The upper, middle, and lower panels show the percent correct relative to the base line condition (all bands at 16 Hz) in the 4 Hz, 8 Hz, and HCB conditions respectively, as a function of the tested bands. In each panel, the filled and unfilled circles show the results for the sum Sing and the CONT condition, respectively.

An interesting question that emerges is how the present results can be related to the amount of “temporal information” that was physically present in each band. The modulation spectrum associated with each band is illustrated in Fig. 6, as computed for all 64 VCV stimuli at the output of the analysis filters used in the HCB condition. For clarity, the modulation frequencies corresponding to envelope cutoff conditions used in experiment 2 are marked by a bold line (4, 8, and 16 Hz). As can be seen, the peak of the spectrum lies around 2 Hz in all bands and the energy decreases rapidly with increasing modulation frequency beyond this value. The frequency of the peak presumably reflects the average duration of the stimuli. At most modulation frequencies, the amount of energy is greatest in band 5 (cf=930 Hz) and lowest in bands 1, 7, and 8. The four remaining bands have an intermediate amount of energy with bands 4 and 6 being in the upper end of this intermediate range and bands 2 and 3 in the lower end.

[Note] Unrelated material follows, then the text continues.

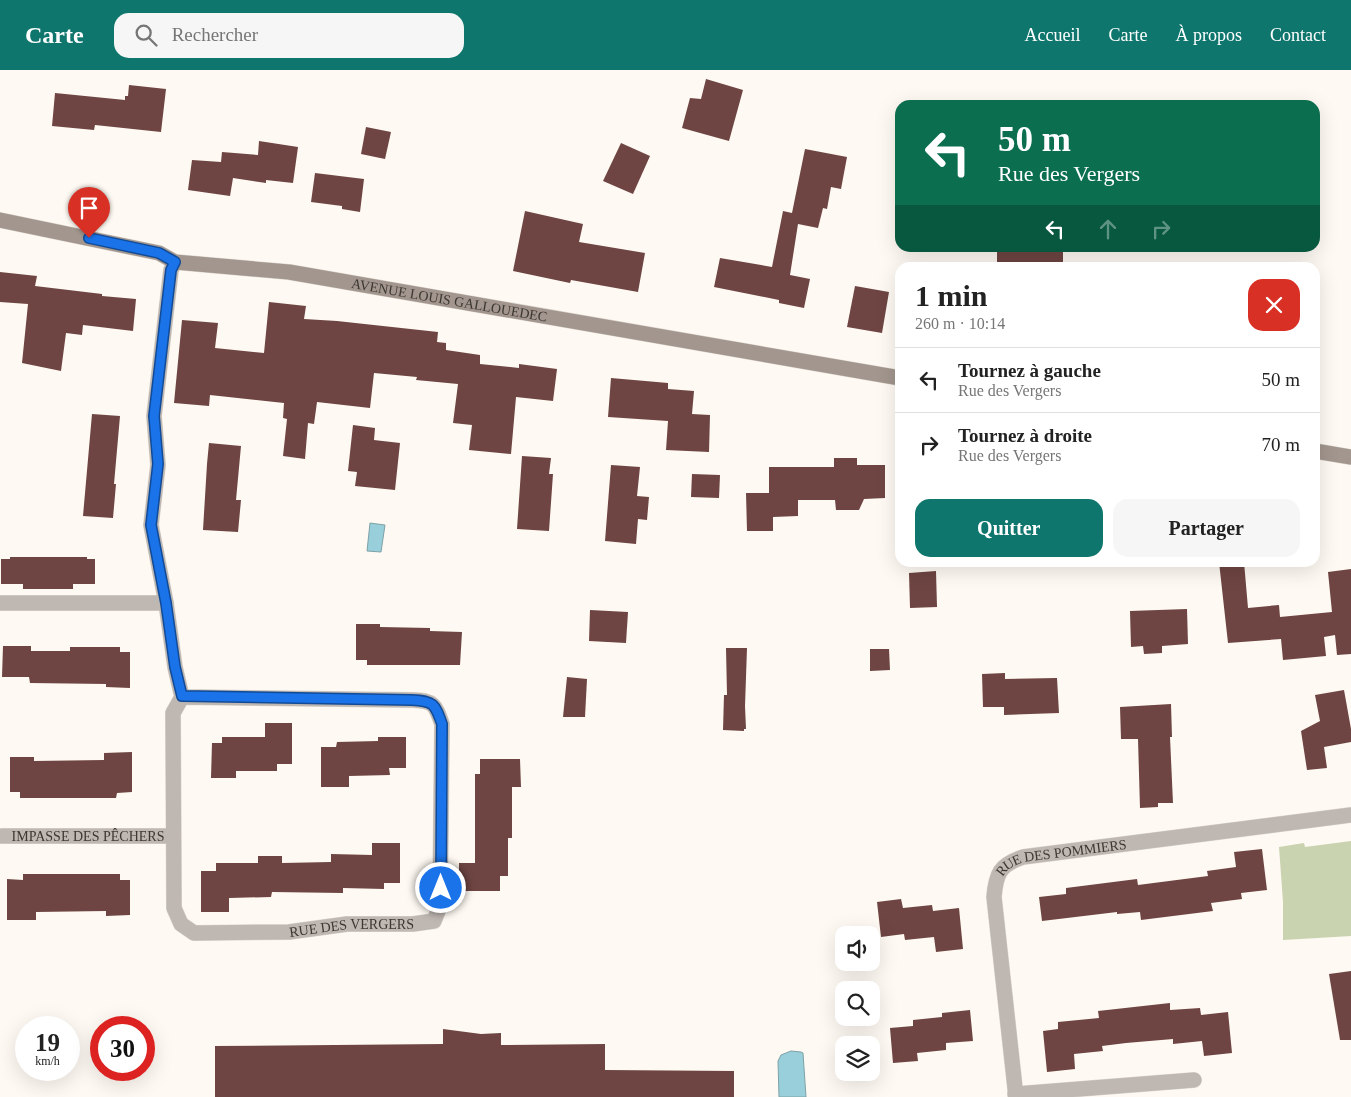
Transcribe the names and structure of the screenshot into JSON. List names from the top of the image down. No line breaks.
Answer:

This pattern is fairly consistent with the effects of the envelope filter’s cutoff frequency on consonant identification in that behavioral data indicated a primary role of modulation frequencies between 4 and 16 Hz in the midfrequency region of the speech spectrum and a negligible contribution of these rates in the lower and upper frequency regions. Minor discrepancies may have resulted from at least two factors. First, it should be noted that a seven-point drop in percent correct can result from the deterioration of intelligibility for one VCV only. Therefore, the average identification scores may have been influenced by the results for a particular VCV or subset of VCVs and this effect might not be apparent when averaged behavioral and physical data are compared. Second, as discussed in the Introduction, the correlation of envelope information between adjacent bands is very high and, therefore, one can reasonably assume a certain degree of redundancy across bands. Accordingly, the loss of envelope information in a restricted frequency region may have been compensated by the presence of similar information in an adjacent band, reducing the observed effect. Comparisons across SING and CONT conditions provide at least some indirect support for this interpretation in that a larger effect of envelope cutoff was observed when the envelope cutoff was manipulated in two adjacent bands.

Figure 6.

Figure 6

Logarithm of the amplitude components of the modulation spectrum computed for all 64 VCVs used in the experiments as a function of the analysis band. The same eight bandpass filters used in the HCB condition were used for the analysis (i.e., the envelope low-pass filter cutoff frequency was equal to half the bandwidth of an auditory filter). Levels of gray indicate a 6 dB amplitude range. For clarity, lines on the modulation frequency axis corresponding to an envelope cutoff condition are in bold (4, 8, and 16 Hz).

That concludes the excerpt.